Marius (Alexander Korda / France, 1931):

Morning comes to Marcel Pagnol's Marseille, the old generation slumbers while the young one scans the horizon, there's a whole ocean just behind the beaded curtains. The town is divided into bistro and wharf and al fresco market, chuckling and shrugging at each other's picturesque colorfulness is a full-time job. César (Raimu) embodies the comfy vielle garde, meanwhile his son Marius (Pierre Fresnay) hears the siren call of the barge and longs to escape, even if it means leaving behind chère Fanny (Orane Demazis). The nesting/roaming tension is but the center of a circus of provincialism, full of jocular melancholia ("Honor is like a match, it can only be used once") and cutaways to trapeze artists like the gasbag suitor (Fernand Charpin) and the grounded mariner (Paul Dullac) and the brassy matron (Alida Rouffe). "The right poem at the right time lends tone to a conversation." Filming the play head-on, Alexander Korda attempts a few face-saving directorial flourishes, like a composition cleaved in half by bobbing shadows and a blubbering Gallic rendition of "Blow the Man Down." The auteur remains Pagnol, of course, his is a tragicomedy not of camera angles but of bodies and voices (even non-French ears should feel the rollercoaster of accents), of brawls curtailed by champagne bottles and of caps and aprons worn like uniforms or armors.
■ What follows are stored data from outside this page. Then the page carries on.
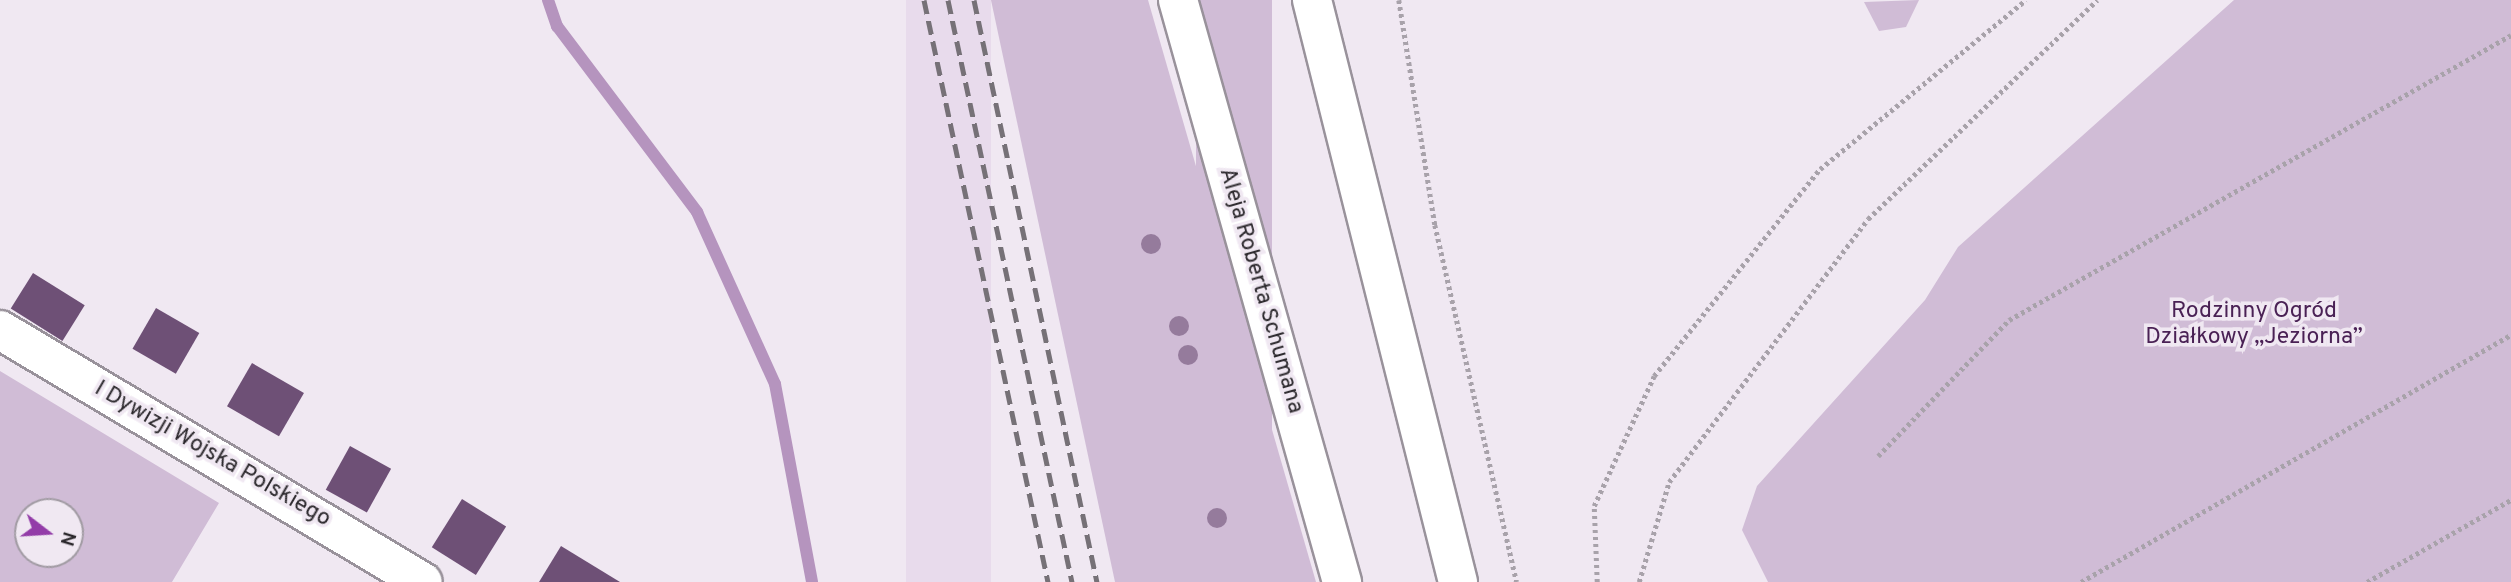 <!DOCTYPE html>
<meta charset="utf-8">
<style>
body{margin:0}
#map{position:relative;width:2511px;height:582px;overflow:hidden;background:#f0e8f2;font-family:Overpass,sans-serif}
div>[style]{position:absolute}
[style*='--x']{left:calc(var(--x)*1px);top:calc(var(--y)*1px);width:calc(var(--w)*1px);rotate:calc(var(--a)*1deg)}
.built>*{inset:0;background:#e8dbec;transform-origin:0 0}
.green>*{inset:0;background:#d0bcd6;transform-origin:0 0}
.stream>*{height:12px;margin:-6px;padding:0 6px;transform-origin:6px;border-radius:6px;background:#b594be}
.building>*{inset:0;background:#6e5076;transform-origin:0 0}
.path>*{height:4.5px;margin-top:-2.25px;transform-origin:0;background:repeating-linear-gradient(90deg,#a8a2aa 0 3.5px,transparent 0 7px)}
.roads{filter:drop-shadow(2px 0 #99929b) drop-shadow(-2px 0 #99929b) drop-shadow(0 2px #99929b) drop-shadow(0 -2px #99929b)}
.street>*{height:38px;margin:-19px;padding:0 19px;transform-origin:19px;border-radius:19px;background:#fff}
.secondary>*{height:38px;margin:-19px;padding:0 19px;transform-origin:19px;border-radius:19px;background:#fff}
.rail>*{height:5px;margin-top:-2.5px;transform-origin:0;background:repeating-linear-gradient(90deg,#767177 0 14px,transparent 0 21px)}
.trees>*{width:20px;height:20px;margin:-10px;border-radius:50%;background:#957b9c}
span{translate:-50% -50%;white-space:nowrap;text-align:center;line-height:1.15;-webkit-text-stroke:7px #f0e8f2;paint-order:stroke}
.street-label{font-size:23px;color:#2b282c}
.park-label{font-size:23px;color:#4a2155}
.north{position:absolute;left:14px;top:498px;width:70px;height:70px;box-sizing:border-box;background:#f0e8f2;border:2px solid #a19ba3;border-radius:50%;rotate:107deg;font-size:19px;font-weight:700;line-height:28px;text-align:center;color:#2b282c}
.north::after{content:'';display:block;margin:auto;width:24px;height:32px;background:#933ca8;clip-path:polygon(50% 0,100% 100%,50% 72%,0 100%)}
</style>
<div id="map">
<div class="built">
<div style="left:906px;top:0;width:85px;height:595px"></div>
</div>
<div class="green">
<div style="clip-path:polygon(991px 0,1148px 0,1316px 582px,1115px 582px)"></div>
<div style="left:1196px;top:0;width:76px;height:604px"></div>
<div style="clip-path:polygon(1919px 0,1906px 27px,1879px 31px,1864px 2px)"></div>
<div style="clip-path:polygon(2234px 0,2511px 0,2511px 582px,1768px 582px,1742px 530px,1757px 486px,1925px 300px,1958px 247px)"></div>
<div style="clip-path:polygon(evenodd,0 371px,219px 503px,172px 582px,0 582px,0 371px,28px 512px,70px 512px,70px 554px,28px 554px,28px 512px)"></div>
</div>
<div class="stream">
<div style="--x:548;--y:0;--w:28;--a:71"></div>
<div style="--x:557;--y:26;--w:233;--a:53"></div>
<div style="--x:697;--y:212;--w:189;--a:65.6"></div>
<div style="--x:775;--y:384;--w:201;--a:79.4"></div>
</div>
<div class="building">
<div style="left:33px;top:273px;width:61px;height:42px;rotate:32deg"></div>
<div style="left:156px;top:308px;width:50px;height:47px;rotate:30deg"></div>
<div style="left:252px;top:363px;width:60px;height:50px;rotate:30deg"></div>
<div style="left:350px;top:446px;width:47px;height:50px;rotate:29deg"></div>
<div style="left:462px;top:499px;width:52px;height:57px;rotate:32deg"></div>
<div style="clip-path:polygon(561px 546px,620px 582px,539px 582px)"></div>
</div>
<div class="path">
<div style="--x:1399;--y:0;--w:228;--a:80.9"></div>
<div style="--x:1435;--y:225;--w:366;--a:77.1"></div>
<div style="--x:1878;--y:456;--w:189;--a:-46.1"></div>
<div style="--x:2009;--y:320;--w:577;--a:-29.58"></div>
<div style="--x:1597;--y:582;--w:76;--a:-92.3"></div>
<div style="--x:1594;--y:506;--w:143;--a:-65.2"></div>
<div style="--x:1654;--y:376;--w:265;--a:-51.3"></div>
<div style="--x:1820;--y:169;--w:266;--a:-39.4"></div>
<div style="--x:1639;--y:582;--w:104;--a:-73.3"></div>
<div style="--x:1669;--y:482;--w:330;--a:-52.9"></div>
<div style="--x:1868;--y:219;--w:317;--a:-43.7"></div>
<div style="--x:2081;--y:582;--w:496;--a:-29.9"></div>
<div style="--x:2367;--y:582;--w:166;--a:-29.7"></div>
</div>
<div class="roads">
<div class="street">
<div style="--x:0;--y:330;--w:492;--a:30.8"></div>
</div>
<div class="secondary">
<div style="--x:1178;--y:0;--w:605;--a:74.26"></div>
<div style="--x:1312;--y:0;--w:600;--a:75.92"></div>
</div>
</div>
<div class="rail">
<div style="--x:924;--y:0;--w:595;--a:77.97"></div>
<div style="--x:948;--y:0;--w:595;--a:77.97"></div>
<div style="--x:974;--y:0;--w:595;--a:78.07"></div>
</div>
<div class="trees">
<div style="left:1151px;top:244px"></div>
<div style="left:1179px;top:326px"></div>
<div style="left:1188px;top:355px"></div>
<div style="left:1217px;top:518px"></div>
</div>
<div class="street-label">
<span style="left:1260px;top:291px;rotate:74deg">Aleja Roberta Schumana</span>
<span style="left:212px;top:455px;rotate:30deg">I Dywizji Wojska Polskiego</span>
</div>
<div class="park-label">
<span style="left:2254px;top:325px">Rodzinny Ogród<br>Działkowy „Jeziorna”</span>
</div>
<div class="north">N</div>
</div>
Mixing a drink is a ritual, flaunting a new hat or cheating at cards even more so. The Walsh of Me and My Gal and The Bowery is quite close in timbre, Capra has his own version of the dilemma in It's a Wonderful Life. Fainting fille and departing ferry at the close, father's call in the distance. "And they say that we Marseillais exaggerate!" With Alexandre Mihalesco, Robert Vattier, Édouard Delmont, and Milly Mathis. In black and white.